■ Work to be completed
Copy, exactly and without additions, every line in the records below from the one holding "function paint(path, color)" through the one holding "[815,1020,858,946,1122,723]", both ends included.

________________

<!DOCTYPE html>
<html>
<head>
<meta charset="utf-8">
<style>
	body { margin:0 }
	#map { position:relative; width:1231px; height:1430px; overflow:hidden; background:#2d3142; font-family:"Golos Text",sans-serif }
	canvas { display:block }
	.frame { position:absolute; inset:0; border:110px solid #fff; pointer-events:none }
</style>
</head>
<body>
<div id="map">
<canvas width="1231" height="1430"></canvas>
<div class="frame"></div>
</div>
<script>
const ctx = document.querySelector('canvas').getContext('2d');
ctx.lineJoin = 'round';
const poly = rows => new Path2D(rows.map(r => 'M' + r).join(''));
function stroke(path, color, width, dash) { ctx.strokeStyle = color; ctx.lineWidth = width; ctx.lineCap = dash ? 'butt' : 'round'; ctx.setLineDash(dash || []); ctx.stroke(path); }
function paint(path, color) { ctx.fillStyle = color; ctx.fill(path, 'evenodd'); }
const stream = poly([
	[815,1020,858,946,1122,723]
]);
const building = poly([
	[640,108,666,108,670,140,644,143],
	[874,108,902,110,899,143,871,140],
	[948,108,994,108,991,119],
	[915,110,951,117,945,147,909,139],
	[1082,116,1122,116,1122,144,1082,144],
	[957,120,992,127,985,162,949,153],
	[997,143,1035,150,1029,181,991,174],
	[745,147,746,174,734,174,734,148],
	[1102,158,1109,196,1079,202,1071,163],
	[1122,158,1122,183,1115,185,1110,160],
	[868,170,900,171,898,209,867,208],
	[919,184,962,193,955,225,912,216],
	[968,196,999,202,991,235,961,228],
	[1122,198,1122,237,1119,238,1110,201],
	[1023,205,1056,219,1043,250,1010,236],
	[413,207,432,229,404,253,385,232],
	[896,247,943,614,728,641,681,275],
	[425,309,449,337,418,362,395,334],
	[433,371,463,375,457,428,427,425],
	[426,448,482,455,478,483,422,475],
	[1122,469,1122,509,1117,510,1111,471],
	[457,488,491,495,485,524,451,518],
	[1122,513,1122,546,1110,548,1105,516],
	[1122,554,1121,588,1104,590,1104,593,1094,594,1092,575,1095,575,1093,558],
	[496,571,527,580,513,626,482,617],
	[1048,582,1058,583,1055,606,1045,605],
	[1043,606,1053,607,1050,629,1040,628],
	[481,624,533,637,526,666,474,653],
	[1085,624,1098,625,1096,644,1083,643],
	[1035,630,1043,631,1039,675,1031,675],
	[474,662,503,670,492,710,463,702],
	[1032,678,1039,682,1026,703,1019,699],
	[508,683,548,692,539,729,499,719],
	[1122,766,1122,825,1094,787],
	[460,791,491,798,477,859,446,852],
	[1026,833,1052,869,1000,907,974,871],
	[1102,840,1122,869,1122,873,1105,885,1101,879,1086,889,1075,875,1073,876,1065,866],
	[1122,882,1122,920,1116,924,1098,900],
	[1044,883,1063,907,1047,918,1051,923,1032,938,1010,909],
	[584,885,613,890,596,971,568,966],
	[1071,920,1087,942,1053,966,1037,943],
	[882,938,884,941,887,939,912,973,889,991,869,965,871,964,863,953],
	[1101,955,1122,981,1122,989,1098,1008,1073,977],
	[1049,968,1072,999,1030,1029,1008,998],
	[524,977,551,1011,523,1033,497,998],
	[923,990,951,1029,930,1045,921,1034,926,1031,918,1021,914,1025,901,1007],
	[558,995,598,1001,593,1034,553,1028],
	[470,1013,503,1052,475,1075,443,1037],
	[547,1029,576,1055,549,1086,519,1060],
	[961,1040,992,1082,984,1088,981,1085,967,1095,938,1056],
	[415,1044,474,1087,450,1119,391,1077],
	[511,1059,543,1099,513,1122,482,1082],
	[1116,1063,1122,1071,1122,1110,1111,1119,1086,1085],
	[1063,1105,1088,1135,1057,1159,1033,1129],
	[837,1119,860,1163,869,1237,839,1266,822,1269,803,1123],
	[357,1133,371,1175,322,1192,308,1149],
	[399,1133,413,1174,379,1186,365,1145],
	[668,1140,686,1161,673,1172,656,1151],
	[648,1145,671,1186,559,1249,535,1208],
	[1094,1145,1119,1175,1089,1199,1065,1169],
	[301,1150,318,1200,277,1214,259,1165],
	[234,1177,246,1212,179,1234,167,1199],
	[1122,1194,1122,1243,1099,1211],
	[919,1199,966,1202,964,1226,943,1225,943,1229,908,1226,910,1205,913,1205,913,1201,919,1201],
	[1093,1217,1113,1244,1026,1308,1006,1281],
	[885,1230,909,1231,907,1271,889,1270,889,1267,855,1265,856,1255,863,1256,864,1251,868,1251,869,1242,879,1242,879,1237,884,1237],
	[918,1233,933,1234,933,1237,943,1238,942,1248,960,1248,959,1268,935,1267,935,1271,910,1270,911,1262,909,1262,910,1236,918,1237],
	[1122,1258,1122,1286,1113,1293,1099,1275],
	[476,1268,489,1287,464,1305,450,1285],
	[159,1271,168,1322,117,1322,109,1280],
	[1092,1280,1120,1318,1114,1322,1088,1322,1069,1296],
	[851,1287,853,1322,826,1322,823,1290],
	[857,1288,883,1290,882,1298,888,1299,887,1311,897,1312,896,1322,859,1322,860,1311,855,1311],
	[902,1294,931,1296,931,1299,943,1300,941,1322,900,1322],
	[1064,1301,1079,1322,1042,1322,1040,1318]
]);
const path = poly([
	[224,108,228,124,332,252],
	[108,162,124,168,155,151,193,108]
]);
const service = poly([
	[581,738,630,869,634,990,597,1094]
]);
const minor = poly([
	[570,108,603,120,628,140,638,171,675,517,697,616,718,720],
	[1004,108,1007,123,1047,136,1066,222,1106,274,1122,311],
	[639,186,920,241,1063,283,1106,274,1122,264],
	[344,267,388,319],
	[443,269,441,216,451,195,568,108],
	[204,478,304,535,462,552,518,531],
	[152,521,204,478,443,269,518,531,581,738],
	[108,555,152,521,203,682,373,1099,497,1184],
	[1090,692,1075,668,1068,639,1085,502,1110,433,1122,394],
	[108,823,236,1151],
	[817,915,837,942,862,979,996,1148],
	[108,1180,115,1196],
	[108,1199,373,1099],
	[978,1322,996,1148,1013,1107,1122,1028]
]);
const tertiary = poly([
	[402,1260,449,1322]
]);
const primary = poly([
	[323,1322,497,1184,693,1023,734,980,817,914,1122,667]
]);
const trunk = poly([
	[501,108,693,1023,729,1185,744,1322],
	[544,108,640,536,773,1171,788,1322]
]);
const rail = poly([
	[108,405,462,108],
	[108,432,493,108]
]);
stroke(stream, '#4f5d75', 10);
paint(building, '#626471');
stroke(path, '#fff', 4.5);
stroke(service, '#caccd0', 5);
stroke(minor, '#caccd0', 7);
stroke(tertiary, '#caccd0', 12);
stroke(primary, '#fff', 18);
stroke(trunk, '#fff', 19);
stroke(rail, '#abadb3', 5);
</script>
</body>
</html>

________________

■ The completed task
function paint(path, color) { ctx.fillStyle = color; ctx.fill(path, 'evenodd'); }
const stream = poly([
	[815,1020,858,946,1122,723]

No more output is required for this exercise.